I am using MaAslin2 with metaphlan output from biobakery_workflow, trying to answer which bacterial abundance is associated with human gene A copy number (CN-A).
my code is very simple:
maas_CN_contin = Maaslin2( input_data = input_data, input_metadata = input_metadata, output = "CN_contin_all", fixed_effects = c("CN-Afinal"),normalization = 'NONE',min_prevalence=0.05, correction = 'BH' )
this did not give any significant result where I tried prefiltering of input_data by runnning correlation test of “each taxa (row of the input data) ~ CN-Afinal”, and retrive those have correlation test p-val < 0.05. Using this subsetted data, I got significant results.
Can you explain why this happens? -
and I went through the source code and it seems it is using glm for fitting in my case, where i am not sure how glm works with Y matrix - I saw that glm need Y as a vectorized form.
Hi Jooyoung,
If I understand your question correctly, you’ve run two models: one in which you include all the taxa, and one in which you first run a correlation test and then only include the taxa that were significant from the correlation test in the MaAsLin run.
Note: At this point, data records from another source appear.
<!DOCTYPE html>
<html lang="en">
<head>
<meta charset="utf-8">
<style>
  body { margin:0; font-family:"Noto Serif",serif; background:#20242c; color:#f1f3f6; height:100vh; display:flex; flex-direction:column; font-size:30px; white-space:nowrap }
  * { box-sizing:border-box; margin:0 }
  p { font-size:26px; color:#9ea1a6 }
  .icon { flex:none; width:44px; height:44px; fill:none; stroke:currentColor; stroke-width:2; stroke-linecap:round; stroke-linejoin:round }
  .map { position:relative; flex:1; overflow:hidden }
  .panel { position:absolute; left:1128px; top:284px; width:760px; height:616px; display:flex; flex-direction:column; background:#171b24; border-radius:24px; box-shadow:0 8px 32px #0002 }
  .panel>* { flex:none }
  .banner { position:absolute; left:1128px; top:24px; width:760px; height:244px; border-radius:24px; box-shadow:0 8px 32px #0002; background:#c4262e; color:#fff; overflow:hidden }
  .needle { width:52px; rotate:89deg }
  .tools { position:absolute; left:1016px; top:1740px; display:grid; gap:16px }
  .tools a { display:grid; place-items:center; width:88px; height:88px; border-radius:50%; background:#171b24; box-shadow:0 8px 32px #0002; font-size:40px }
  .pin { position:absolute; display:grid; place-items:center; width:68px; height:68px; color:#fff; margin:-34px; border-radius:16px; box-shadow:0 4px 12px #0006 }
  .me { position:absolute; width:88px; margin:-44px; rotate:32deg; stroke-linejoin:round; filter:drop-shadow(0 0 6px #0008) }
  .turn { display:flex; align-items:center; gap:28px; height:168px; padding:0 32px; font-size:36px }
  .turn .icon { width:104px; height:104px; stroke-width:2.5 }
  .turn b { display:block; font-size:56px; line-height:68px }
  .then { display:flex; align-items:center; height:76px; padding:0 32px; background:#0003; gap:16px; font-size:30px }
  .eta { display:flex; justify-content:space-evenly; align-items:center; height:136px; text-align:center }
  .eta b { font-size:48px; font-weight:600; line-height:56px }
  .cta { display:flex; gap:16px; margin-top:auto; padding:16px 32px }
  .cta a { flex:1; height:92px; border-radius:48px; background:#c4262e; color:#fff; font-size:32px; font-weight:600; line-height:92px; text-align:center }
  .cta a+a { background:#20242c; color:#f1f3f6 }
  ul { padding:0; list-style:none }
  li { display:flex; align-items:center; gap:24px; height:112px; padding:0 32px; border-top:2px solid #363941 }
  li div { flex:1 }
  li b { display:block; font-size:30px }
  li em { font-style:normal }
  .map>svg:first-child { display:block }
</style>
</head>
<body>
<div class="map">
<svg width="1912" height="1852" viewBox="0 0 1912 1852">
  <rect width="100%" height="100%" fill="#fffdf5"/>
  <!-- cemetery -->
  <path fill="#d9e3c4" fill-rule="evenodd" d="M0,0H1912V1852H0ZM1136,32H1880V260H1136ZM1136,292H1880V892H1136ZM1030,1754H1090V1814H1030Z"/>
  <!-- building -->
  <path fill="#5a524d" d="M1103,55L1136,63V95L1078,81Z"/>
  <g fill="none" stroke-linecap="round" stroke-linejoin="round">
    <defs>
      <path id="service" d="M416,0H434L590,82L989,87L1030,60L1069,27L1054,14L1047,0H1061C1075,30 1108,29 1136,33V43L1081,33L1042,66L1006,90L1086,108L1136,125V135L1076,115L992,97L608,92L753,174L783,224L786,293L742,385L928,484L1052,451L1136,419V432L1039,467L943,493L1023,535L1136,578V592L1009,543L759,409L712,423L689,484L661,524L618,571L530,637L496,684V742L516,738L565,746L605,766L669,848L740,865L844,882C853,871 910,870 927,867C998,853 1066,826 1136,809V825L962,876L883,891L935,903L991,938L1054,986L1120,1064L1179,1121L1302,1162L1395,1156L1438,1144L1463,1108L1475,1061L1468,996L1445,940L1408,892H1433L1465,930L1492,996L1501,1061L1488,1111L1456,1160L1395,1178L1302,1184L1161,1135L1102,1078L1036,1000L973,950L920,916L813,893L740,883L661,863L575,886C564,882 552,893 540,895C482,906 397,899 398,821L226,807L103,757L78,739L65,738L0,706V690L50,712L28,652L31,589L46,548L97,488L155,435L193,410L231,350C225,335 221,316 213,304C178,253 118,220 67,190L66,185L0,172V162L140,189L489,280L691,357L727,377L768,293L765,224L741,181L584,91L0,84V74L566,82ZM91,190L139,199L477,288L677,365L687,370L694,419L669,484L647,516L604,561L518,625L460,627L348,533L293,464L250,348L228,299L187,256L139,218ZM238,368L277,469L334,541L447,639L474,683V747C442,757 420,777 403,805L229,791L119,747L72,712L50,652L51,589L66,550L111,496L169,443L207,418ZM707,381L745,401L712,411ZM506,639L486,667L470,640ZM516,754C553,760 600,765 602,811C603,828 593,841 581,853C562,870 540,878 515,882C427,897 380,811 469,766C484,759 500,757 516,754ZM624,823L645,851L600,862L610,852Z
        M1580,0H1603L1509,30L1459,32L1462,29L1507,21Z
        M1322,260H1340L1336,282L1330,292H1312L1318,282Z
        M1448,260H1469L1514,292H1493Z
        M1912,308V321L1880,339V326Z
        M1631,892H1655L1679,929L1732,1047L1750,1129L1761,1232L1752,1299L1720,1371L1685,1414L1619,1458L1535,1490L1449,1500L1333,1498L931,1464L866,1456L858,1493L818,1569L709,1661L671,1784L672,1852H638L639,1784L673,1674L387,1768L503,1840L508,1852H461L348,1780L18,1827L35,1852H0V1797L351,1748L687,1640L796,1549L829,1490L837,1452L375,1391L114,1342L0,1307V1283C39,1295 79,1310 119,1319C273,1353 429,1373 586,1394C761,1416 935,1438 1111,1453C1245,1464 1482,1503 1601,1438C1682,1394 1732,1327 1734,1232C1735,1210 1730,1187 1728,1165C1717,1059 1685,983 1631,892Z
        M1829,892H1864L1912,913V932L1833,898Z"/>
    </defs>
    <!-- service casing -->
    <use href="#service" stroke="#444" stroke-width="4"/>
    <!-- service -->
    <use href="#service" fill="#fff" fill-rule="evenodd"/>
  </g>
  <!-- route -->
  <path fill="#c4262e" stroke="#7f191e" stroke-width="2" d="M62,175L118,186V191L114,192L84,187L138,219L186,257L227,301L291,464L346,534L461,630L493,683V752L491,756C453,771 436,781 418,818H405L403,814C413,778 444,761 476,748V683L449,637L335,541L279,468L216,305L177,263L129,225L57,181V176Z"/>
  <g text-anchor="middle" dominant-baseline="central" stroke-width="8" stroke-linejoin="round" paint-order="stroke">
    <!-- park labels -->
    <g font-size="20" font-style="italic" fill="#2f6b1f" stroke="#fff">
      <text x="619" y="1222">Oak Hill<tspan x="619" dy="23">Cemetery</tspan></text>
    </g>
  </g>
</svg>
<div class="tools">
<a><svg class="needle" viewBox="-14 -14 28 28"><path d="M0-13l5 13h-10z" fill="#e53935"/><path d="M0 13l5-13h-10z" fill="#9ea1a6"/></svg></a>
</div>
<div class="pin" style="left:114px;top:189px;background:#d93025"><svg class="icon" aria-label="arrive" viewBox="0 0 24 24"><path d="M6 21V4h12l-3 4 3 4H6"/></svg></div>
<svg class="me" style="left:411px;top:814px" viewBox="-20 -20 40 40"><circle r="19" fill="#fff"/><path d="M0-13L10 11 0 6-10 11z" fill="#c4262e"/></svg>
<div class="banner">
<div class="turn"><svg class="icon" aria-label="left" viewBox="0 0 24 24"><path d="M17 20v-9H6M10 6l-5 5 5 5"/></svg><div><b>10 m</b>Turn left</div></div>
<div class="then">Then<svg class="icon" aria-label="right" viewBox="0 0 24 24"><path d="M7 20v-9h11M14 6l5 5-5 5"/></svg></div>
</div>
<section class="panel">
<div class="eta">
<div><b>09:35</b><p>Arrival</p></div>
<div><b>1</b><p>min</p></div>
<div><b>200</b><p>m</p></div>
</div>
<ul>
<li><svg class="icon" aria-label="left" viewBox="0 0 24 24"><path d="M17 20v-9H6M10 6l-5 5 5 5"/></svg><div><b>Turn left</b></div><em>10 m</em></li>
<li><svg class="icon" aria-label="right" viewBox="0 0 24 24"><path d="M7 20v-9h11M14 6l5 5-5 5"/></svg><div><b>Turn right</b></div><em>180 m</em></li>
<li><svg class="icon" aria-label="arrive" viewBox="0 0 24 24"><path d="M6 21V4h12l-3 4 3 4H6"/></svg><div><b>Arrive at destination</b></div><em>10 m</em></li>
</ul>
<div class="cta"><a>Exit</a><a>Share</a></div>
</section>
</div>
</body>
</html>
If I understand your second procedure correctly, I think you’ve ended up with an accidental form of data dredging. When you include all the taxa (model 1), MaAsLin automatically adjusts for the fact that you’ve tested many hypotheses by producing false discovery rate corrected q-values from the p-values. However, when you include only the previously significant taxa (model 2), MaAsLin doesn’t know that you’ve already effectively tested many hypotheses by analyzing the correlations first, so the q-values it produces correct over only the analyzed taxa rather than all the original taxa, making them artificially low. This would explain the fact that there are no significant results originally but there are significant results (q-values < 0.05) when using the subset data.
Otherwise, the code you’re using seems fine (maybe check that the hyphen in CN-Afinal
isn’t causing issues), so the glm/matrix piece probably shouldn’t make a difference.